Mary, I'm sorry to hear about your wrist. Hopefully it's on the mend.
I'm the Aussie who responded to your previous post, and perhaps am responsible for putting the idea of an East to West crossing into your thinking.
My own personal rationale for an East to West crossing was primarily because I do the bulk of my cycling, either when I am touring or cycling for relaxation, early in the day. By early, I mean as the sun is coming up. For that reason, I chose to head west, so that I would not be riding, and glaring into a rising sun. That would also mean that motorists, approaching me from behind, would also not be glaring into a rising sun.
A second consideration for me, was that psychologically, I set the crossing of the Rockies and the Cascades as a target, something to aim for. I did not want to be climbing the Cascades in only the 2nd or 3rd day of my tour. I was also expecting that my fitness level by the time I reached the mountains, would be fairly high (and it was).

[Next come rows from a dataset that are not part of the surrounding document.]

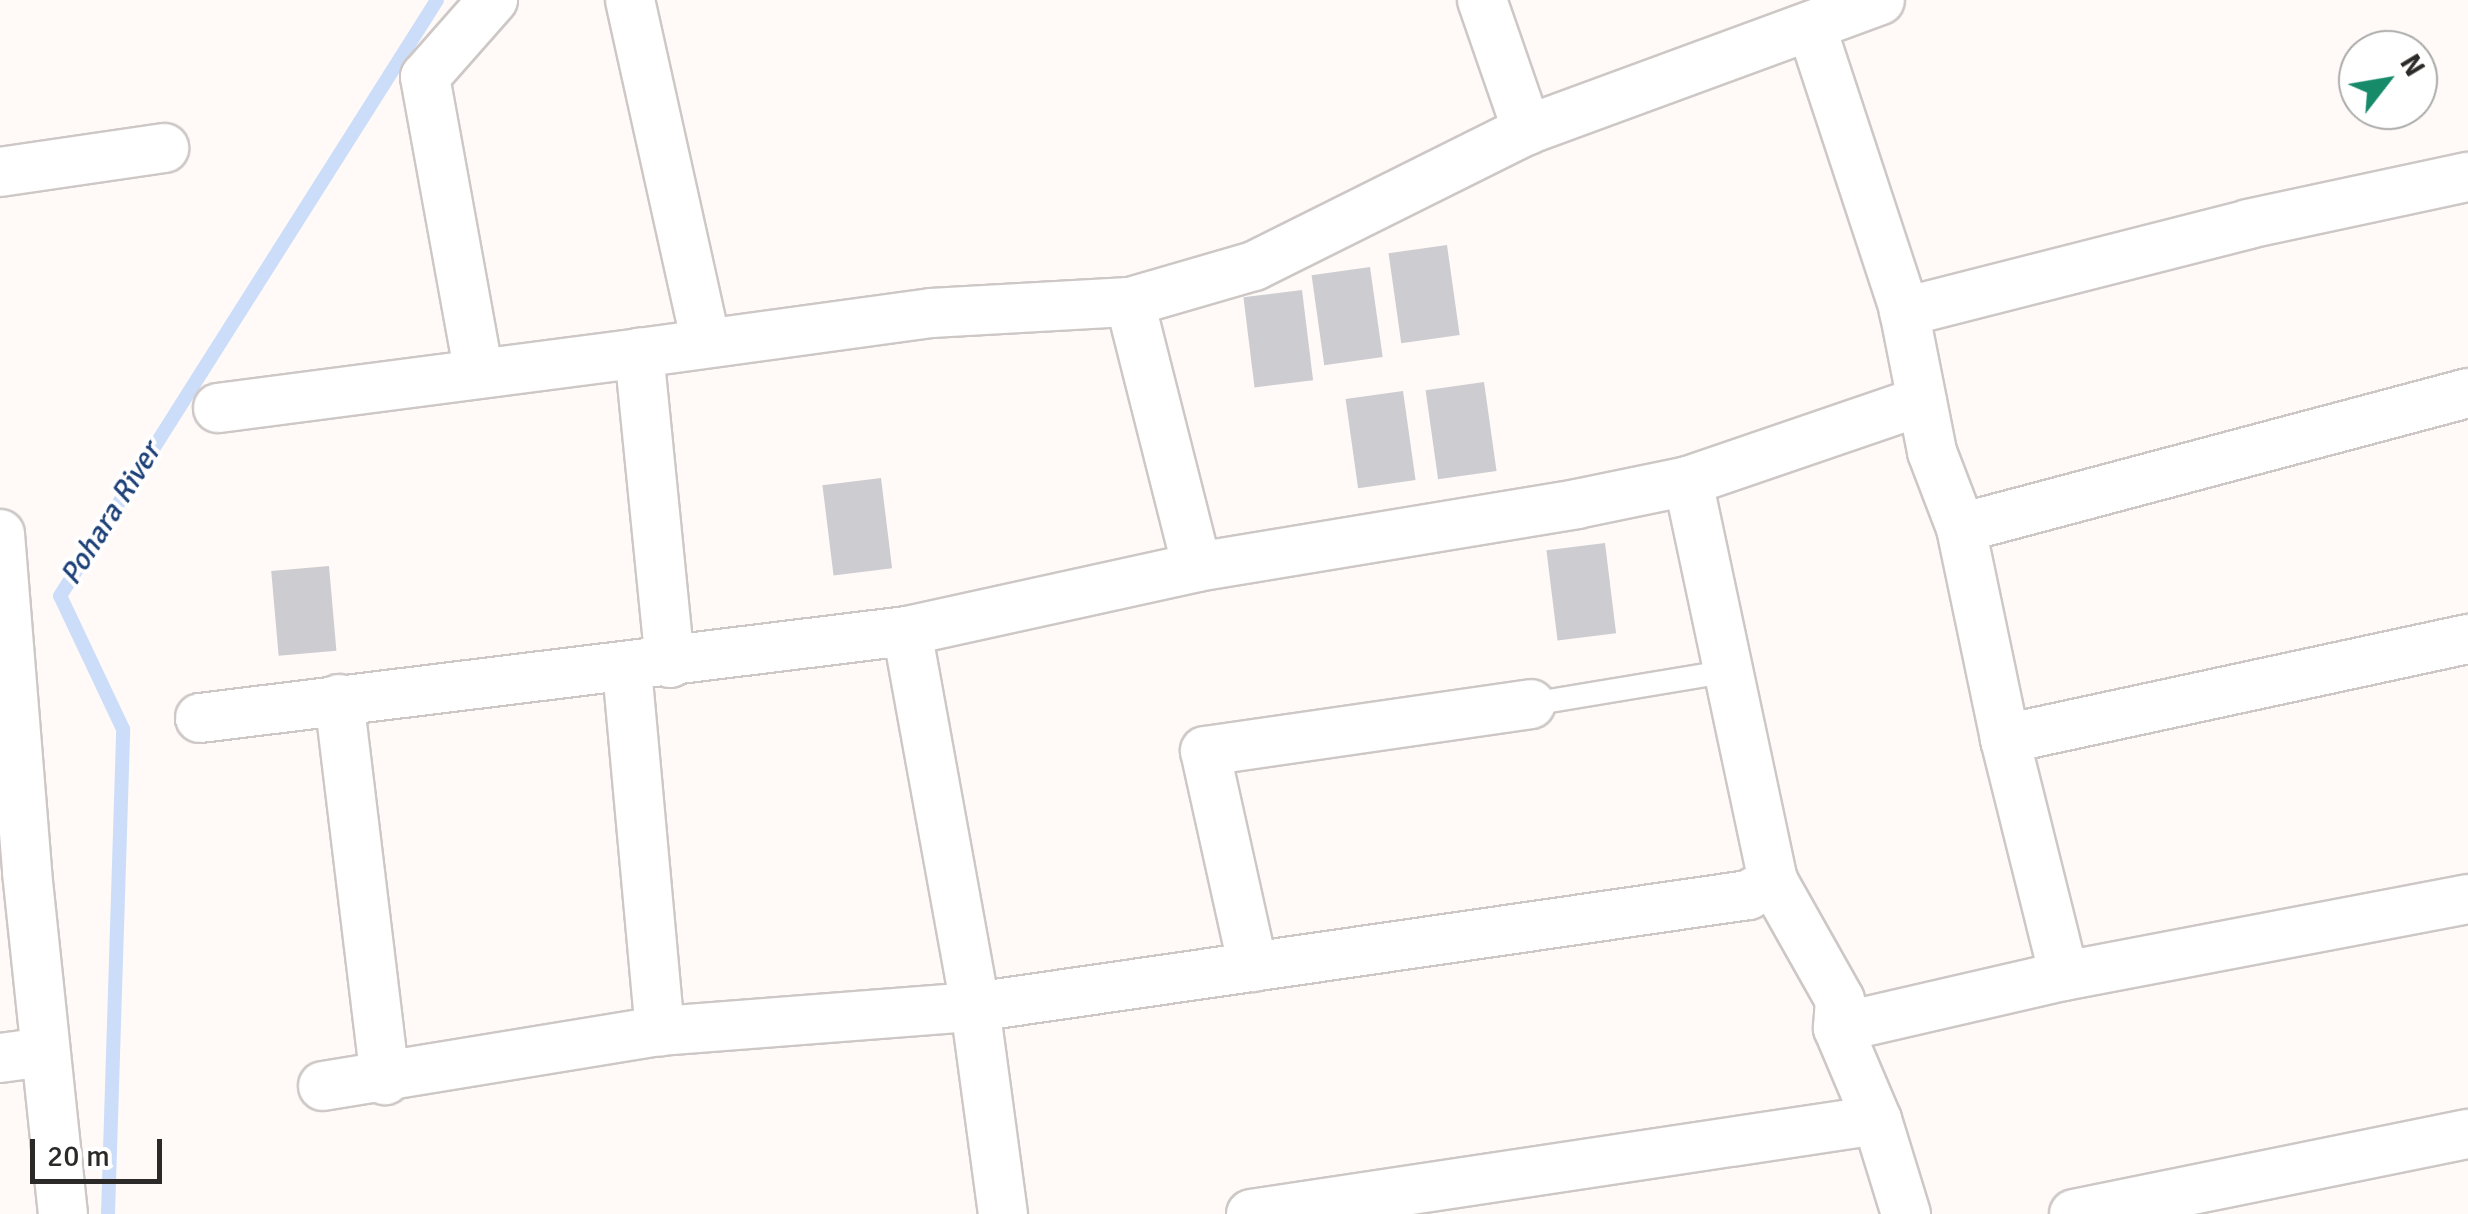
<!DOCTYPE html>
<html>
<head>
<meta charset="utf-8">
<style>
	body { margin:0 }
	#map { position:relative; width:2468px; height:1214px; overflow:hidden; background:#fffaf8; font-family:Signika,sans-serif }
	div>[style] { position:absolute }
	[style*='--x'] { left:calc(var(--x)*1px); top:calc(var(--y)*1px); width:calc(var(--w)*1px); rotate:calc(var(--a)*1deg) }
	.stream>* { height:14px; margin:-7px; padding:0 7px; transform-origin:7px; border-radius:7px; background:#cbddf9 }
	.building>* { inset:0; background:#cdccd0; transform-origin:0 0 }
	.roads { filter:drop-shadow(2px 0 #cdc8c6) drop-shadow(-2px 0 #cdc8c6) drop-shadow(0 2px #cdc8c6) drop-shadow(0 -2px #cdc8c6) }
	.service>* { height:22px; margin:-11px; padding:0 11px; transform-origin:11px; border-radius:11px; background:#fff }
	.minor>* { height:48px; margin:-24px; padding:0 24px; transform-origin:24px; border-radius:24px; background:#fff }
	span { translate:-50% -50%; white-space:nowrap; text-align:center; line-height:1.15; -webkit-text-stroke:8px #fff; paint-order:stroke }
	.water-label { font-size:30px; color:#1d4077; font-style:italic }
	.north { position:absolute; left:2338px; top:30px; width:100px; height:100px; box-sizing:border-box; background:#fff; border:2px solid #aaaaa9; border-radius:50%; rotate:59deg; font-size:28px; font-weight:700; line-height:40px; text-align:center; color:#2b2a29 }
	.north::after { content:''; display:block; margin:auto; width:35px; height:45px; background:#178a6a; clip-path:polygon(50% 0,100% 100%,50% 72%,0 100%) }
	.scale { position:absolute; left:30px; top:1139px; width:132px; height:45px; box-sizing:border-box; border:5px solid #2b2a29; border-top:0; padding-left:12px; font-size:30px; line-height:35px; white-space:nowrap; color:#2b2a29; -webkit-text-stroke:8px #fff; paint-order:stroke }
</style>
</head>
<body>
<div id="map">
	<div class="stream">
		<div style="--x:108;--y:1214;--w:485;--a:-88.2"></div>
		<div style="--x:123;--y:729;--w:147;--a:-115.3"></div>
		<div style="--x:60;--y:596;--w:705;--a:-57.68"></div>
	</div>
	<div class="building">
		<div style="left:1447px;top:245px;width:91px;height:59px;rotate:82deg"></div>
		<div style="left:1370px;top:267px;width:91px;height:59px;rotate:82deg"></div>
		<div style="left:1302px;top:290px;width:91px;height:59px;rotate:83deg"></div>
		<div style="left:1484px;top:382px;width:90px;height:59px;rotate:82deg"></div>
		<div style="left:1403px;top:391px;width:90px;height:58px;rotate:82deg"></div>
		<div style="left:881px;top:478px;width:91px;height:59px;rotate:83deg"></div>
		<div style="left:1605px;top:543px;width:91px;height:59px;rotate:83deg"></div>
		<div style="left:329px;top:566px;width:85px;height:58px;rotate:85deg"></div>
	</div>
	<div class="roads">
		<div class="service">
			<div style="--x:1531;--y:704;--w:202;--a:-9.4"></div>
		</div>
		<div class="minor">
			<div style="--x:630;--y:0;--w:351;--a:77.5"></div>
			<div style="--x:1482;--y:0;--w:138;--a:70.9"></div>
			<div style="--x:1811;--y:26;--w:294;--a:71.8"></div>
			<div style="--x:1903;--y:305;--w:150;--a:78.8"></div>
			<div style="--x:1932;--y:452;--w:81;--a:69.1"></div>
			<div style="--x:1961;--y:528;--w:216;--a:78.2"></div>
			<div style="--x:2005;--y:739;--w:474;--a:-12.2"></div>
			<div style="--x:0;--y:172;--w:166;--a:-8.3"></div>
			<div style="--x:1904;--y:312;--w:355;--a:-14.3"></div>
			<div style="--x:2248;--y:224;--w:225;--a:-12.1"></div>
			<div style="--x:479;--y:374;--w:302;--a:-100.3"></div>
			<div style="--x:425;--y:77;--w:103;--a:-48.6"></div>
			<div style="--x:218;--y:408;--w:425;--a:-7.4"></div>
			<div style="--x:1961;--y:528;--w:525;--a:-14.91"></div>
			<div style="--x:0;--y:534;--w:339;--a:85.4"></div>
			<div style="--x:27;--y:872;--w:344;--a:84"></div>
			<div style="--x:1197;--y:567;--w:273;--a:-104.2"></div>
			<div style="--x:1130;--y:302;--w:129;--a:-16.2"></div>
			<div style="--x:1254;--y:266;--w:305;--a:-26.5"></div>
			<div style="--x:1527;--y:130;--w:376;--a:-20.2"></div>
			<div style="--x:907;--y:631;--w:382;--a:79.7"></div>
			<div style="--x:975;--y:1007;--w:781;--a:-8.24"></div>
			<div style="--x:1748;--y:895;--w:29;--a:-29"></div>
			<div style="--x:670;--y:663;--w:312;--a:-95.7"></div>
			<div style="--x:639;--y:353;--w:295;--a:-7.8"></div>
			<div style="--x:931;--y:313;--w:199;--a:-3.2"></div>
			<div style="--x:627;--y:669;--w:364;--a:84.8"></div>
			<div style="--x:660;--y:1031;--w:316;--a:-4.4"></div>
			<div style="--x:975;--y:1007;--w:209;--a:82.3"></div>
			<div style="--x:339;--y:699;--w:384;--a:83.1"></div>
			<div style="--x:200;--y:718;--w:712;--a:-7.02"></div>
			<div style="--x:907;--y:631;--w:297;--a:-12.4"></div>
			<div style="--x:1197;--y:567;--w:385;--a:-9.4"></div>
			<div style="--x:1577;--y:504;--w:113;--a:-11.7"></div>
			<div style="--x:2005;--y:739;--w:244;--a:76"></div>
			<div style="--x:1253;--y:967;--w:221;--a:-102.5"></div>
			<div style="--x:1205;--y:751;--w:329;--a:-8.2"></div>
			<div style="--x:1838;--y:1028;--w:232;--a:-13"></div>
			<div style="--x:2064;--y:976;--w:411;--a:-10.8"></div>
			<div style="--x:0;--y:1058;--w:45;--a:-7.6"></div>
			<div style="--x:323;--y:1086;--w:341;--a:-9.3"></div>
			<div style="--x:1251;--y:1214;--w:633;--a:-8.54"></div>
			<div style="--x:1906;--y:1214;--w:98;--a:-107.1"></div>
			<div style="--x:1877;--y:1120;--w:100;--a:-113"></div>
			<div style="--x:1838;--y:1028;--w:28;--a:-86"></div>
			<div style="--x:1840;--y:1000;--w:137;--a:-119.4"></div>
			<div style="--x:1773;--y:881;--w:409;--a:-102"></div>
			<div style="--x:1688;--y:481;--w:247;--a:-18.9"></div>
			<div style="--x:2074;--y:1214;--w:402;--a:-11.5"></div>
		</div>
	</div>
	<div class="water-label">
		<span style="left:111px;top:514px;rotate:-58deg">Pohara River</span>
	</div>
	<div class="north">N</div>
	<div class="scale">20 m</div>
</div>
</body>
</html>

I was concerned about head winds, but took the gamble anyway. And I did have a few days of soul destroying head winds, but also a number of days of tailwinds. In fact, the most common complaint I heard from cyclists with whom I spoke, heading east, was that they were severely disgruntled at the fact that the winds were not behaving as they had been hoping. In other words, they were telling me that the whole reason that they had decided to cycle east, was the expectation of tailwinds and they'd been disappointed. But, as any cyclist knows only too well, winds can be fluky. And maybe it was just that particular year.
Just one point about you wrist to remember, is that climbing also puts a certain amount of stress on the wrist; not just braking when descending.
Importantly, cylce touring is all about setting your own agenda. I've just set out what were my own reasons for heading west. I guess in a way I also was cycling in a homeward direction.